To Paraphrase:"The Help you get is proportional to the Help you give.."

 

[BadBigBen]

1. the files are hidden due to malware...
2. that file is the culprit... it hides itself from the AV...

it may be a pretty new strain of malware, as I can't find anything on the net about it...

I would suggest either:

1. create a BartPE with a malware scanner (updated) onboard, then boot with that CD and scan the PC...

2. download MalwarebytesAntiMalware, on a CLEAN PC, then transfer that file to a USB stick... now boot up the affected PC into SAFEMODE (with NETWORKING for updating the database), insert the USB stick and install the above program and let it do a full scan, DELETE anything it finds...

now, most likely the mother file of the malware hides in the DEFAULT USER Profile, navigate to that location and search (going through any of the FOLDERS) and look for EXE's (there should be NONE) and delete these... more to come later, e.g. how to unhide the files, etc...

if you think that it may be too much to do, then I can only suggest that you boot the system up with a BartPE CD, and transfer your DATA (sanning them as you transfer them) to a USB HDD (or scan them later), then proceed to do a clean install of XP (also would suggest to FORMAT the C: drive)...



Ben
"If it works don't fix it!
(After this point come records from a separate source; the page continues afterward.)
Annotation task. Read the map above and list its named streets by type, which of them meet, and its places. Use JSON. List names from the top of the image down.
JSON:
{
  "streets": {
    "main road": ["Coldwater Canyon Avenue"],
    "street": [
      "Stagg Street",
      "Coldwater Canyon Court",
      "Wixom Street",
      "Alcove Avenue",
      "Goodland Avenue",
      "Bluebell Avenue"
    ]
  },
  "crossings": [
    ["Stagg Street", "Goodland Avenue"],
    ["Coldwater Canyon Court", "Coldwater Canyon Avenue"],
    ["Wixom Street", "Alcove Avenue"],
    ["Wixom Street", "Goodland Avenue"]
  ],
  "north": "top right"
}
If it doesn't use a sledgehammer..."
How to ask a question, when posting them to a professional forum.
Only ask questions with yes/no answers if you want "yes" or "no"

 

[DrB0b]

I would advise a scan with Malwarebytes and a second AV just to see if it picks anything else up, either Avast or Microsoft Security Essentials I would recommend.

Link to Malywarebytes:

http://www.malwarebytes.org/

Link to MSE:

http://www.microsoft.com/en-us/security_essentials/default.aspx

"Silence is golden, duct tape is silver...

 

[linney]

You might like to give this a try first if you are happy with the instructions on site. Don't worry about the Linux side of things, you are only interested in the malware removal offered via the emergency boot CD.

Avira presents a FREE data recovery rescue CD

http://www.avira.com/en/support-download-avira-antivir-rescue-system

 

[allisland]

after you clear out the malware, google unhide it!

 

[Einstein47]

Thanks everyone for your suggestions.

I found that on the left panel (if you are NOT in folder view) there is a link/option to hide or show the contents of the folder. Clicking that made everything visible. [blue]First - whew[/blue]

Then I got the latest Malware-bytes, and during its first scan, I got a blue screen of death. [red]First - ouch![/red] So I rebooted and then my PC said it couldn't find a bootable disk [red]Second - ouch![/red] So I shut it down and stomped around the house for an hour being all angry, then I booted up to bios and checked my PC Health (the temp and fans - I had a fan go out last month and my PC was overheating). Everything looked good so I tried it again. This time it booted [blue]Second - whew![/blue]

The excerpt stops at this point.